- Opening Delimiter -

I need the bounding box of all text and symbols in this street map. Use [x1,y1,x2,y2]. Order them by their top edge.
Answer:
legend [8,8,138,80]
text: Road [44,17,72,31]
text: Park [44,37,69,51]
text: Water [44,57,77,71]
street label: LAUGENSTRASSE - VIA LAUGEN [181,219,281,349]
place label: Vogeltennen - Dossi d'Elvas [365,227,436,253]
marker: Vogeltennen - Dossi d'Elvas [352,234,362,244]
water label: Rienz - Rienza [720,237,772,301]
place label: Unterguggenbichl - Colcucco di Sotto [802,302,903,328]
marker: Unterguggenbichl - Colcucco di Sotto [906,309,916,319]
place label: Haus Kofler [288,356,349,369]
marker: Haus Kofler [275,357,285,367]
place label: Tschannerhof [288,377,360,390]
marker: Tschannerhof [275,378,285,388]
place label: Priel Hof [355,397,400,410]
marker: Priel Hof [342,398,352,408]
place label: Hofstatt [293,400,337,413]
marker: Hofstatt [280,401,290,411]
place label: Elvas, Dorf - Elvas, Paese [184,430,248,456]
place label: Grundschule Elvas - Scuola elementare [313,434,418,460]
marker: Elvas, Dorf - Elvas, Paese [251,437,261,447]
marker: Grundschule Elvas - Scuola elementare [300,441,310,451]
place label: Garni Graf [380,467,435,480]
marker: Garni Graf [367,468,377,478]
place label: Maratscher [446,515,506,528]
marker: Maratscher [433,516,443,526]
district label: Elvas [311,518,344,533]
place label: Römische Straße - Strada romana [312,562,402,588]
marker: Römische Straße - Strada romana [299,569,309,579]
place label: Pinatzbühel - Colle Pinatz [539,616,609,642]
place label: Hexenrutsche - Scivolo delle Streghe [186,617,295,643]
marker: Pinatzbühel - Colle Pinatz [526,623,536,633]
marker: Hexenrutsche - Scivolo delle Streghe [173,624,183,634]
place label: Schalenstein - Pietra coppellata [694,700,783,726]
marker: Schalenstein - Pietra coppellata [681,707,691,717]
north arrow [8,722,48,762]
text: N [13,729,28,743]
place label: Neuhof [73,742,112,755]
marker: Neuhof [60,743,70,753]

- Closing Delimiter -

## What you are asked to do
A bare number is the whole answer: how many lines in the entries contain "Strada"?

## Output of the exercise
2